Après avoir installé confortablement le patient, c’est le moment de réaliser l’acte. Pour cela vous devez : 

  • Frictionnez vos mains avec la solution hydro-alcoolique,
  • Mettre masque, lunettes et sur blouse, mettre des gants
  • Ouvrir le flacon et remplir la cupule stérile
  • Sur le haricot stérile, y poser le sparadrap
  • Déposer les champs entre les jambes du patient
  • Désadapter la sonde et le collecteur et nettoyer l’embout de sonde
  • Mettez la sonde sur le sparadrap
  • Préparez un nouveau collecteur ou protégez le bout de celui que vous avez
  • Mettez des gants stériles
  • Remplissez la seringue du sérum physiologique
  • Prenez la sonde avec des compresses antiseptiques
  • Adaptez la seringue de sérum physiologique
  • Doucement, vous injectez 30 à 40 ml
  • Déconnectez la seringue de la sonde et laissez écouler le liquide tant de fois que c’est nécessaire.

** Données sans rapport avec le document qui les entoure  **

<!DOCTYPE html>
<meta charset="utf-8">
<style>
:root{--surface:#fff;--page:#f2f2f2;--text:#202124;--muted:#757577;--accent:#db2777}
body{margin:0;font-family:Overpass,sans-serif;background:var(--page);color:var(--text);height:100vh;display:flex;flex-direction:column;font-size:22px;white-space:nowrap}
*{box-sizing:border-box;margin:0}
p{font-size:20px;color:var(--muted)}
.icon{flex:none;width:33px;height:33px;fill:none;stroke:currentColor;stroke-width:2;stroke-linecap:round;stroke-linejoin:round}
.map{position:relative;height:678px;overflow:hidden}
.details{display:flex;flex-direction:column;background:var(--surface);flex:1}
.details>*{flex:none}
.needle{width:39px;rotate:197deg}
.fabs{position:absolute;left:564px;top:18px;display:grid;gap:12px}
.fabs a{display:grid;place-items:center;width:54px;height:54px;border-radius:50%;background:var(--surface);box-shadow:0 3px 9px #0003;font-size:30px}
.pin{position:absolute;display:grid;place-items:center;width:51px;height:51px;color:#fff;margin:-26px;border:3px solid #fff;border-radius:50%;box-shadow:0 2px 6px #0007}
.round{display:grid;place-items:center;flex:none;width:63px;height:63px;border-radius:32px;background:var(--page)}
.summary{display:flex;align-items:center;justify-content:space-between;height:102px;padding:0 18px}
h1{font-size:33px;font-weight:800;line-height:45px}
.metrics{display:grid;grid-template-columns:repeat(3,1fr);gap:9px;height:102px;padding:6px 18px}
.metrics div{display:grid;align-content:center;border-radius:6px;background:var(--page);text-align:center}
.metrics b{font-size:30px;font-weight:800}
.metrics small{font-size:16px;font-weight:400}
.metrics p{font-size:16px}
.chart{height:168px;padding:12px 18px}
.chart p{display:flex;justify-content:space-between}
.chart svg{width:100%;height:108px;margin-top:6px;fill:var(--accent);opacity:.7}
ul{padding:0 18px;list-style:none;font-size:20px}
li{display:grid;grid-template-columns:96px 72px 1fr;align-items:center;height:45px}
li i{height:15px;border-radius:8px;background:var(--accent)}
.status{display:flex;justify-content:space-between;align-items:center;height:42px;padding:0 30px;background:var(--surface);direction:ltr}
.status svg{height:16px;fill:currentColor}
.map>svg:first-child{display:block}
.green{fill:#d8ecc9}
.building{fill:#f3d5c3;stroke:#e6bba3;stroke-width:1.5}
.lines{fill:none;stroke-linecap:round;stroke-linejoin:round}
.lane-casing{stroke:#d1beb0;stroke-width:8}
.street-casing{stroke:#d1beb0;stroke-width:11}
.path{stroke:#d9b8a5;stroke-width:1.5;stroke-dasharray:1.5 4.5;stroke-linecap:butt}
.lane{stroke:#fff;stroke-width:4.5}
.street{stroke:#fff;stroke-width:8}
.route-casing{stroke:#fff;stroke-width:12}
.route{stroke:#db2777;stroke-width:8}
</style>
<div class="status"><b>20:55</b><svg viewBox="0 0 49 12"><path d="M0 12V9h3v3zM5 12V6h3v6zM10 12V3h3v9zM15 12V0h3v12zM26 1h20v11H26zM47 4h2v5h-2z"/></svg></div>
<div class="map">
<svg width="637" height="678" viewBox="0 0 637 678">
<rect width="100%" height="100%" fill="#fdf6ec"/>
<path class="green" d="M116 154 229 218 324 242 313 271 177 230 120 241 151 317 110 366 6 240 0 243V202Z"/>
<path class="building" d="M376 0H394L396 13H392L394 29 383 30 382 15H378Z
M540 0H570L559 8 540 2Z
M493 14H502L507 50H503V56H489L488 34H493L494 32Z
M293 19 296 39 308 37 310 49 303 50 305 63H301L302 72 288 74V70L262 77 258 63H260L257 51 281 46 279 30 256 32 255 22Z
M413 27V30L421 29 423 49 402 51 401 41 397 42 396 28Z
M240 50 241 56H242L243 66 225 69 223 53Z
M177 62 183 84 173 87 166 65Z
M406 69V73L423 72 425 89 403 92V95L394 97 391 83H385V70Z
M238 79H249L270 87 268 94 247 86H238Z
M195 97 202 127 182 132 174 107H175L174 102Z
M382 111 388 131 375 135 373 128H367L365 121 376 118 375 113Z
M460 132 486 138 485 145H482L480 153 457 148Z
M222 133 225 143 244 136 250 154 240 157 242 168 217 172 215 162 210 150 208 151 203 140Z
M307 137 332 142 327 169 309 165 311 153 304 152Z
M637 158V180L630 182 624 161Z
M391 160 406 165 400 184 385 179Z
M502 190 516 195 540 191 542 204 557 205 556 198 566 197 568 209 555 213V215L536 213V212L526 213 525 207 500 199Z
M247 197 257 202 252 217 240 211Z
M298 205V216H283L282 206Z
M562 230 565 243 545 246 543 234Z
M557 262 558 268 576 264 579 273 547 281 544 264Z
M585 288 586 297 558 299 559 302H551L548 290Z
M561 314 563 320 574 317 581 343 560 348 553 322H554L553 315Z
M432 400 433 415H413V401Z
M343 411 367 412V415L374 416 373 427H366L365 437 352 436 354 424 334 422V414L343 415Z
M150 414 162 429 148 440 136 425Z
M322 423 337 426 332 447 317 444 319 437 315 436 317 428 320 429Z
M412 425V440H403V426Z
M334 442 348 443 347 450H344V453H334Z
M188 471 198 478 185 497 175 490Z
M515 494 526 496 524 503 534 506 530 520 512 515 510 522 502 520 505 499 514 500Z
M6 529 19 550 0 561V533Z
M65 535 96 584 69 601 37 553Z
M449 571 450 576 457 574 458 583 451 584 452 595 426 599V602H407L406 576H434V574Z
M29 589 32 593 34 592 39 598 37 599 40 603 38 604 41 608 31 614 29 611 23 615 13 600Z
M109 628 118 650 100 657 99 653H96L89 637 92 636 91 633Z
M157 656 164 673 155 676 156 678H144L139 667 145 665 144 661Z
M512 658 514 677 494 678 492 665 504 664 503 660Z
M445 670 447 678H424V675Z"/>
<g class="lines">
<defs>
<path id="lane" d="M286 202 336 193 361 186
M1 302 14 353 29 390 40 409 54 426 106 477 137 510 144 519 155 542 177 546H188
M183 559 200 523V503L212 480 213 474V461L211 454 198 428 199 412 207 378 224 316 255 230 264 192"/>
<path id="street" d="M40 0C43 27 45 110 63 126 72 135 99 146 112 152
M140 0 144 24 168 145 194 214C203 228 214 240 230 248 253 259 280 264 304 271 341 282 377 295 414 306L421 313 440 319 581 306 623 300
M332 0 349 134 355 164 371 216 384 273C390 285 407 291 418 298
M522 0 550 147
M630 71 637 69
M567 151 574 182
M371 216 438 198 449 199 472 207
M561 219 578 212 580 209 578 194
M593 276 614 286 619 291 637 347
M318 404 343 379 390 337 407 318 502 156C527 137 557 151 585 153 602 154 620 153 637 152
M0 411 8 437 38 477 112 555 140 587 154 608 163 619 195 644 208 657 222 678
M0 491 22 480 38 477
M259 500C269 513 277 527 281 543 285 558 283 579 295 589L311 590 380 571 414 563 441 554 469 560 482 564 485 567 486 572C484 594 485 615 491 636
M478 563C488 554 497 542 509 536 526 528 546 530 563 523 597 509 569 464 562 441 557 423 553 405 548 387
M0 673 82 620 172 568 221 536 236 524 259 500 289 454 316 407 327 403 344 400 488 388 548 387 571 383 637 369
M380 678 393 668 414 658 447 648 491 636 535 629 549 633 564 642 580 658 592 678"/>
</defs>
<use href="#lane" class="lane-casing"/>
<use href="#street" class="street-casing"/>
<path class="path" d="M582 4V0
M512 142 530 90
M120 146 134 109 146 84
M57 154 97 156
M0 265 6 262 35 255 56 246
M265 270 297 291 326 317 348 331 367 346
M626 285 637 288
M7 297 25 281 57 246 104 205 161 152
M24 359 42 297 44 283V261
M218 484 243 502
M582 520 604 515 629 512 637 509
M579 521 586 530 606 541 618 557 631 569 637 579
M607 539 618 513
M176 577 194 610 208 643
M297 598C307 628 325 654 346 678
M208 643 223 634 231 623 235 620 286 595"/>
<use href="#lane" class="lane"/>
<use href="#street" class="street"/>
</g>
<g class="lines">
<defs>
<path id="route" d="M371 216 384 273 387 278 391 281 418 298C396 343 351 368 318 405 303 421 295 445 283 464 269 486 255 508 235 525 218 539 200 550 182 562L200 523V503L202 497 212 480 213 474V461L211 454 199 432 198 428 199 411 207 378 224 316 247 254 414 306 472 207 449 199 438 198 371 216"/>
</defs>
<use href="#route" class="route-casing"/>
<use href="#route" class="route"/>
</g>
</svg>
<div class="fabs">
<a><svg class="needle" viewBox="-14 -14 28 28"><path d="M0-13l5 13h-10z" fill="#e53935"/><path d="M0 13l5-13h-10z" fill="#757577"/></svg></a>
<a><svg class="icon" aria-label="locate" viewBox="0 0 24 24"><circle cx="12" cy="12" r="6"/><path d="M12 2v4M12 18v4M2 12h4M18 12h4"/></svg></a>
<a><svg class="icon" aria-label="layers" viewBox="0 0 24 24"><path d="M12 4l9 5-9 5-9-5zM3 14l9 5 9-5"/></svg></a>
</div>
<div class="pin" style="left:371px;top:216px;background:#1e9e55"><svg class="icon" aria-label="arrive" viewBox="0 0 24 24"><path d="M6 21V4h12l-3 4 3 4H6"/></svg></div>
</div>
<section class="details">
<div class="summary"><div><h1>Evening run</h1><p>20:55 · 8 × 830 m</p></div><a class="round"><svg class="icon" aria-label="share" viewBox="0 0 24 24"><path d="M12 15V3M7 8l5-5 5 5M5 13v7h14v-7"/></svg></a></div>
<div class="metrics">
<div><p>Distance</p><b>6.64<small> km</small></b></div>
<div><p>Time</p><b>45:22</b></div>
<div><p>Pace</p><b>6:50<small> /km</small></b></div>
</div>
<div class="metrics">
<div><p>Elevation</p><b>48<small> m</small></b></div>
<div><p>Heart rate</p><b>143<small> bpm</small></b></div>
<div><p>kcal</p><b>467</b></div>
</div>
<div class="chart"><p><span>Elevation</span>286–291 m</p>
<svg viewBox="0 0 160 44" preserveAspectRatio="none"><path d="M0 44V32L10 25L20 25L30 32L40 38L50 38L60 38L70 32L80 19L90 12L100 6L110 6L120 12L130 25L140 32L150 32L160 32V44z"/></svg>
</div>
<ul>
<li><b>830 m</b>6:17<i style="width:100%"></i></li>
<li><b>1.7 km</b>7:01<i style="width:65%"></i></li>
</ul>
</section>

S’il y’a un caillot, injecter et aspirer
  • Reconnecter par la suite la sonde avec le collecteur à urine.
  • Enlevez le haricot et champ

Après le soin

  • Réinstaller le patient tout en tenant compte de ses désirs et possibilités
  • Garder le matériel non jetable comme les bassins et le plateau
  • Selon les habitudes du service, inscrire l’exécution du soin ainsi que se caractéristiques sur un dossier
  • Surveiller le fonctionnement de la sonde, parce que des poussées douloureuses sur une sonde amènent à suspecter l’obstruction de celle-ci. Elle peut être bouchée par un caillot.

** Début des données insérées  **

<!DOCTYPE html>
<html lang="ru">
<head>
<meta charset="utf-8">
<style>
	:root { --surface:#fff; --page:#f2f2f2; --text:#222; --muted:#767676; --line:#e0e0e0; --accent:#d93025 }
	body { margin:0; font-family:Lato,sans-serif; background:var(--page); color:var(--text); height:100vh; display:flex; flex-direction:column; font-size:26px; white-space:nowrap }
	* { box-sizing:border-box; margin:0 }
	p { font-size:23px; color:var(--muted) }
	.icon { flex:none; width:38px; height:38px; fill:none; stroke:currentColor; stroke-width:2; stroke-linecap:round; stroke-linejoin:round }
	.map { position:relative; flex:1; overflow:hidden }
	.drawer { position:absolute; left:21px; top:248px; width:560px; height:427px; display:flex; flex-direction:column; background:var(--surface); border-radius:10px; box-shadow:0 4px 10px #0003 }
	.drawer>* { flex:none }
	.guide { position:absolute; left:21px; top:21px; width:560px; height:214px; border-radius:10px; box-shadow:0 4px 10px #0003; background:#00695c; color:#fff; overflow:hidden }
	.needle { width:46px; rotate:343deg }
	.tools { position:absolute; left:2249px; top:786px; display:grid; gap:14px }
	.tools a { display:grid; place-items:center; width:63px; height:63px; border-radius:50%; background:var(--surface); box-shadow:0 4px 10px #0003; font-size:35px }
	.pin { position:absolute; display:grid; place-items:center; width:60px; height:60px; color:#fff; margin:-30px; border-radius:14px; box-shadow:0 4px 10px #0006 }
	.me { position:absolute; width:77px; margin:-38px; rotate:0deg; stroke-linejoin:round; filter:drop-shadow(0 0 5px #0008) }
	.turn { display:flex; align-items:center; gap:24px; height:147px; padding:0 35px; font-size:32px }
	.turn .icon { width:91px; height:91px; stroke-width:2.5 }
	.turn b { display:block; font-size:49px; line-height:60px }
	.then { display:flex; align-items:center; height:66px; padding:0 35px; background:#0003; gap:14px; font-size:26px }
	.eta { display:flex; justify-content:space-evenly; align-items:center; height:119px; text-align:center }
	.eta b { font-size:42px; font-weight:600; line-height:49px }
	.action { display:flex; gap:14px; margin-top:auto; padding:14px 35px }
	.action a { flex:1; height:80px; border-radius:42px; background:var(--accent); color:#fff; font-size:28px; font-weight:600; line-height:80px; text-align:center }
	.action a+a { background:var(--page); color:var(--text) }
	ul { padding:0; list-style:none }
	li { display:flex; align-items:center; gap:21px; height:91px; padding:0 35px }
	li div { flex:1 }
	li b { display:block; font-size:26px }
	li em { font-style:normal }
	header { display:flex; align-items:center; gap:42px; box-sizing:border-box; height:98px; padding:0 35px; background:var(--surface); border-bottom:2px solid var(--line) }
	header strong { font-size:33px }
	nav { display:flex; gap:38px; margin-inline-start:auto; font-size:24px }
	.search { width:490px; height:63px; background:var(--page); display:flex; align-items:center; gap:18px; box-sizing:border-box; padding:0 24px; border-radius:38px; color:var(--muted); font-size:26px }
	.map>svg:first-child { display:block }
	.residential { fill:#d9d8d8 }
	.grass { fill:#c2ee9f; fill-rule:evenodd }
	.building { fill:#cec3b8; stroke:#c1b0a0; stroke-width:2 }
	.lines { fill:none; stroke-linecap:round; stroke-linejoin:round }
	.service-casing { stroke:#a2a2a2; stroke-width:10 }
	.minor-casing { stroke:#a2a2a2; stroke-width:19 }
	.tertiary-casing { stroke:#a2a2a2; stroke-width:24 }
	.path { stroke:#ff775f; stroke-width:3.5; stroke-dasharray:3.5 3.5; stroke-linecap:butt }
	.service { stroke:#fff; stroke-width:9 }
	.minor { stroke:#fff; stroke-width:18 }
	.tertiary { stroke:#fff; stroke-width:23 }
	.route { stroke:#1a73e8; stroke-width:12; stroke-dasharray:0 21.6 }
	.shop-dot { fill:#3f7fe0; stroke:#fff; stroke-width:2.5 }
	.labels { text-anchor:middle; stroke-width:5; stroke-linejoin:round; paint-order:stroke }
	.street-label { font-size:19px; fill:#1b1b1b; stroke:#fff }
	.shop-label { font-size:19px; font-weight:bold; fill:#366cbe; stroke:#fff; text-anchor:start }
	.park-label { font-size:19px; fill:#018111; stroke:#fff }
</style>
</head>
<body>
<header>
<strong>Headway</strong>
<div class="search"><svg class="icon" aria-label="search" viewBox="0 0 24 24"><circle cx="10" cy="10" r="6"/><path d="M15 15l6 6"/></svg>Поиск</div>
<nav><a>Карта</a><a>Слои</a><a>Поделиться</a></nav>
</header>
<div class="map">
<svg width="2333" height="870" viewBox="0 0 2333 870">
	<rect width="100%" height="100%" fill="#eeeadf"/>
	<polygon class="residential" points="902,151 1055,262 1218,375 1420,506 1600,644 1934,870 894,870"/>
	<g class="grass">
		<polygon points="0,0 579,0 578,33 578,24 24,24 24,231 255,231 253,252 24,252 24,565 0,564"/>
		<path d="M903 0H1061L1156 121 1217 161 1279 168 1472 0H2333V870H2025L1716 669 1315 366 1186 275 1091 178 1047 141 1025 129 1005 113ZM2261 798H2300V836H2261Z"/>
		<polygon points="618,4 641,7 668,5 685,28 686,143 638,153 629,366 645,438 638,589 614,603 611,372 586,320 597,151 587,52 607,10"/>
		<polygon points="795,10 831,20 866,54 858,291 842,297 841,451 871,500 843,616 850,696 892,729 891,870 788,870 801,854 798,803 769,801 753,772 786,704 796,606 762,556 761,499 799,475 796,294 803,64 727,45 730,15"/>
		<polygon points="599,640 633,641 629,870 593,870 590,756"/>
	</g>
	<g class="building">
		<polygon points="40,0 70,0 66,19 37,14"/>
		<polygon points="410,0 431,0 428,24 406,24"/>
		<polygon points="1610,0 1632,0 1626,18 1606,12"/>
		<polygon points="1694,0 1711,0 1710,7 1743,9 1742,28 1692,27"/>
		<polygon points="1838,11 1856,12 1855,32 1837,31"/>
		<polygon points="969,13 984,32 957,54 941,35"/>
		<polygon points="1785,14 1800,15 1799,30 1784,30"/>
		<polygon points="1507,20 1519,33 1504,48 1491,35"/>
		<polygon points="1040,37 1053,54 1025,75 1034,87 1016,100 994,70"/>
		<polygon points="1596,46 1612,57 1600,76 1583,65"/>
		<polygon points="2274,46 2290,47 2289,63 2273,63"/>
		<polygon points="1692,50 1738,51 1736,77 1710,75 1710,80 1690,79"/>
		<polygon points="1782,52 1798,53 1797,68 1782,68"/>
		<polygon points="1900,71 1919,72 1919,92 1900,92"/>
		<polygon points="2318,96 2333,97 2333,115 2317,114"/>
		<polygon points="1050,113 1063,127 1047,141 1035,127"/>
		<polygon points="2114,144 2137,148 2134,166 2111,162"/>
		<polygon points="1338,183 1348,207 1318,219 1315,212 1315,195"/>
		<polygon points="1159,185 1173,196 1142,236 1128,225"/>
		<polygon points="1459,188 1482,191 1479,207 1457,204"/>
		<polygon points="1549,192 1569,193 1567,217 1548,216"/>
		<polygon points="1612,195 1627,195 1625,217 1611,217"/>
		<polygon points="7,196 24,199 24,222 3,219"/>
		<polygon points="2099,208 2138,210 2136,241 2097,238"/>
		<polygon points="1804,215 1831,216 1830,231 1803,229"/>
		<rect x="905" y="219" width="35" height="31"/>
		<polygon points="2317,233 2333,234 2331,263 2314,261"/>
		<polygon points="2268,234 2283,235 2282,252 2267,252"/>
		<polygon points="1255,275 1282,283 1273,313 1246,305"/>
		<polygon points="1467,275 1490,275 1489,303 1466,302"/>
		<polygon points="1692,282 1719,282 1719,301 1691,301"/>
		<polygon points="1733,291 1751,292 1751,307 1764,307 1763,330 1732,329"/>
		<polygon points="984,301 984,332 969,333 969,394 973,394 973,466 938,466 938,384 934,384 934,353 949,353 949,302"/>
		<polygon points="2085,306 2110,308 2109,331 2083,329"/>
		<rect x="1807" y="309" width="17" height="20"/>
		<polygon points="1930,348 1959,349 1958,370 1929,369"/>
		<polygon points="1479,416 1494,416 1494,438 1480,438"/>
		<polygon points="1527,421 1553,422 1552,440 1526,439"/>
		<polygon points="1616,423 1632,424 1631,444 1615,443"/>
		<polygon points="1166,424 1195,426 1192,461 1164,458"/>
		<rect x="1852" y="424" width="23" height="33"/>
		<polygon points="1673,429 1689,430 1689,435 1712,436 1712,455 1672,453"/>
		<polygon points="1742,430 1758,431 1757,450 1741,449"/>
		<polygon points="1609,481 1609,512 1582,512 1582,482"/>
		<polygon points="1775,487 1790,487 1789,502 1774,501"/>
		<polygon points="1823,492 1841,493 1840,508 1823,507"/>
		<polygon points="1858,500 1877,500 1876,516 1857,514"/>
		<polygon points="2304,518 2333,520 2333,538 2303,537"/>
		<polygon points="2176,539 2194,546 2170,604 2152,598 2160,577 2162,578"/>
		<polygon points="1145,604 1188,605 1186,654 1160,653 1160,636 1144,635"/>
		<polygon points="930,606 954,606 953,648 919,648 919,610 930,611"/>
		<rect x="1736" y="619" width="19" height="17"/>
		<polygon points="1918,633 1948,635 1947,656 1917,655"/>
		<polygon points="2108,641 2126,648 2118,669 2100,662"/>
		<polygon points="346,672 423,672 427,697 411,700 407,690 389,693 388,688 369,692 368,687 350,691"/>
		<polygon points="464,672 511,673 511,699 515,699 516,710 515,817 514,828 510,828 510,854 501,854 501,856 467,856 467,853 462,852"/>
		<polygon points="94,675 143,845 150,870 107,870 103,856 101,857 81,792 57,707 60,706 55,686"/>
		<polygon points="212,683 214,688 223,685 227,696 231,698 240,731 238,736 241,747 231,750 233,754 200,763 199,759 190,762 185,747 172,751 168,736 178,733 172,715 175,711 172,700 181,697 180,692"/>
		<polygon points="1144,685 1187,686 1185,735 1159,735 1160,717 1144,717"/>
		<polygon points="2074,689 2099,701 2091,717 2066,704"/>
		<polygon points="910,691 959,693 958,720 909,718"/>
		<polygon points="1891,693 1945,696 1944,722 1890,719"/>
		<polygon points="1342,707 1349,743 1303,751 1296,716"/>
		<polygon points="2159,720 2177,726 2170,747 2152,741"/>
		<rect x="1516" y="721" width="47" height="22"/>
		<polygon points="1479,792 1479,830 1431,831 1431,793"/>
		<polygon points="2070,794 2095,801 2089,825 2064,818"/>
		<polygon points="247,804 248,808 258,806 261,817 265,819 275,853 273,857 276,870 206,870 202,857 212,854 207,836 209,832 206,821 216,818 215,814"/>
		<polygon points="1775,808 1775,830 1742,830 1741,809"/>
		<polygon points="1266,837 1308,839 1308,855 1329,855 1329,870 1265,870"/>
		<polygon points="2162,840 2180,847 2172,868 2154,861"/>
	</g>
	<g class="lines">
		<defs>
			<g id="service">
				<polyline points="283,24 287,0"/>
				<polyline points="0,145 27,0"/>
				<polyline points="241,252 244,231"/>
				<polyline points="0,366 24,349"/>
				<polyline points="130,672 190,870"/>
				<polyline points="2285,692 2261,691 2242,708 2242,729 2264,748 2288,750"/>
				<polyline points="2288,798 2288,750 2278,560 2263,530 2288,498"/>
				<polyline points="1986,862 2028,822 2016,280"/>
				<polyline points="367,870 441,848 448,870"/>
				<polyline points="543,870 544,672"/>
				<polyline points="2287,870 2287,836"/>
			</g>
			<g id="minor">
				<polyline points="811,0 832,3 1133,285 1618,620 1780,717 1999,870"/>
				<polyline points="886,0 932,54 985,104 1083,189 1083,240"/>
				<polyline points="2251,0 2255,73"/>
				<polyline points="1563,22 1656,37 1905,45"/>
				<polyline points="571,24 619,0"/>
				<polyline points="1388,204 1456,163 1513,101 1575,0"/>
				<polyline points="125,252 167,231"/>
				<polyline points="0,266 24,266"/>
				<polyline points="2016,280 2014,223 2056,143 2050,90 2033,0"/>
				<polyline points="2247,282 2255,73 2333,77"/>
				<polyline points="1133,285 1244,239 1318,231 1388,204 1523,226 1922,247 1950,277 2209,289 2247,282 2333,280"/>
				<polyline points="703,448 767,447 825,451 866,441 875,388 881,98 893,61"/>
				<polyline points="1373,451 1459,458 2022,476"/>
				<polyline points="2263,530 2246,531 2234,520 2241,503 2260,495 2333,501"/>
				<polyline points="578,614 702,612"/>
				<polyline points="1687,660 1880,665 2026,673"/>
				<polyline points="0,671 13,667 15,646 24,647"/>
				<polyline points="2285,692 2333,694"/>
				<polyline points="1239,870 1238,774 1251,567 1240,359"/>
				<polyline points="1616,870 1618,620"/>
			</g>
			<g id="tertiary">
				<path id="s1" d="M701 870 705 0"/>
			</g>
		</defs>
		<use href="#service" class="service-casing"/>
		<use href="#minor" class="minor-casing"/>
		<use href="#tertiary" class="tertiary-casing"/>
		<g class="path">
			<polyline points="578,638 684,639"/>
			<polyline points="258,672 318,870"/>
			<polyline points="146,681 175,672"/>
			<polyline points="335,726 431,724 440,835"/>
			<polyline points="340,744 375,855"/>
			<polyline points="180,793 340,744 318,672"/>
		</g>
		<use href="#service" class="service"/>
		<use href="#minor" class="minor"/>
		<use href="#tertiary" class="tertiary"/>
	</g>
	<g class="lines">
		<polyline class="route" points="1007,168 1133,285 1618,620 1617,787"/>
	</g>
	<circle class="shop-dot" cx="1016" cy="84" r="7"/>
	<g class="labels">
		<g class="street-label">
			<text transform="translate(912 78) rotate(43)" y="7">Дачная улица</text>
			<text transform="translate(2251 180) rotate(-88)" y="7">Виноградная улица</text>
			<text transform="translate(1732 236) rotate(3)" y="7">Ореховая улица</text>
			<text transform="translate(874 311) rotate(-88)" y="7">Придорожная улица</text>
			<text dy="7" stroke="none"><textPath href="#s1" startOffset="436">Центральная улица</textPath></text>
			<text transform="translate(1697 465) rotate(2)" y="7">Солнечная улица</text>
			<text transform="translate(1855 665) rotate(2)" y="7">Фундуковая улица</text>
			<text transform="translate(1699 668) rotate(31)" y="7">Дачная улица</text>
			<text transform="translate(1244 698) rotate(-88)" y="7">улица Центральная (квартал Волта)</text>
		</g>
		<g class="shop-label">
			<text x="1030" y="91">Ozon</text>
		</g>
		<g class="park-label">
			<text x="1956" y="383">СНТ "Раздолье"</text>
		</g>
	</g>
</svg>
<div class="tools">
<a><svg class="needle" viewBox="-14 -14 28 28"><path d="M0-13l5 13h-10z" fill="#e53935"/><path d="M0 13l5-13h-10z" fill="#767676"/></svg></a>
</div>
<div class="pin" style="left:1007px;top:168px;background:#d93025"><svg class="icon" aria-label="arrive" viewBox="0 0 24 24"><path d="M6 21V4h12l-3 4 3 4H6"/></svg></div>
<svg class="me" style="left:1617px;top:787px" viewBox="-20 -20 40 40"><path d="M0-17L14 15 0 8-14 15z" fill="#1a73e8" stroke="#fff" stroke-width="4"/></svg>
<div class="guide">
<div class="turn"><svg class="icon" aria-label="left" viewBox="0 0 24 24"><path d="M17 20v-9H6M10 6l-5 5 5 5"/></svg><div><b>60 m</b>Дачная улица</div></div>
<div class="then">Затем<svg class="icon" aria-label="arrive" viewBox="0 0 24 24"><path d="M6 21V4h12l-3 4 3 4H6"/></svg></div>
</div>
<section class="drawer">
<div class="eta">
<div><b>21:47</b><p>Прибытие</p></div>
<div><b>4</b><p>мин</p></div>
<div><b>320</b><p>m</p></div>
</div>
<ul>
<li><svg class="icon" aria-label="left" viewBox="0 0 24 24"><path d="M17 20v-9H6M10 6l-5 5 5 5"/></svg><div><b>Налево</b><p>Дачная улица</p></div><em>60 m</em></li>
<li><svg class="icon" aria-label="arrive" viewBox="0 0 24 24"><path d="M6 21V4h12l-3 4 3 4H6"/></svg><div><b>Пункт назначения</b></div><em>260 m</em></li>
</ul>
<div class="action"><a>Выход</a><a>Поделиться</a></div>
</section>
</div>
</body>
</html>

Les risques et complications du lavage de la vessie

Après cette opération, il est nécessaire de surveiller le patient parce que vous pouvez faire face à quelques incidents. Par exemple lorsque le liquide de lavage ne s’écoule pas par la sonde, mais tout autour. Ce qui explique que :

La sonde est déplacée et n’est plus dans la vessie, il faut alors la repousser avec précautions. 

La sonde urinaire est bouchée par un ou plusieurs caillots. Il faut alors la mobiliser avec douceur et injecter un liquide sans forcer jusqu’à l’absence totale des caillots. Si le piston se bloque, demandez premièrement au patient d’inspirer très fort surtout au moment d’injecter puis de retirer le liquide à l’expiration. À ce niveau le patient se décontracte. Vous pouvez aussi si cela ne suffit pas dégonfler le ballonnet. Faites seulement attention à ne pas sortir la sonde. S’il n’y’a pas d’effet, il est recommandé de changer la sonde.

En principe, le lavage n’est pas douloureux, mais lorsqu’il l’est, c’est dû à un liquide trop froid, trop abondant. Également dû à une poussée trop forte, une aspiration trop brutale. Une manœuvre maladroite peut être à l’origine des douleurs pendant le lavage vésical, aussi parce que toutes les vessies n’ont pas la même capacité. La répétition de ce soin peut encore entraîner une cystite aiguë avec pollakiurie et des brûlures mictionnelles. Il peut aussi arriver que de tels symptômes s’associent chez l’homme à une forte fièvre. Mais en cas d’infection persistante, on vous prescrit un traitement antibiotique approprié.

 

Conclusion

Le lavage de la vessie ou l’irrigation vésicale continue très pratiquée en urologie est une opération très délicate. Celle-ci peut entraîner des risques et complications. Il est donc important de bien veiller sur le patient après la phase opératoire.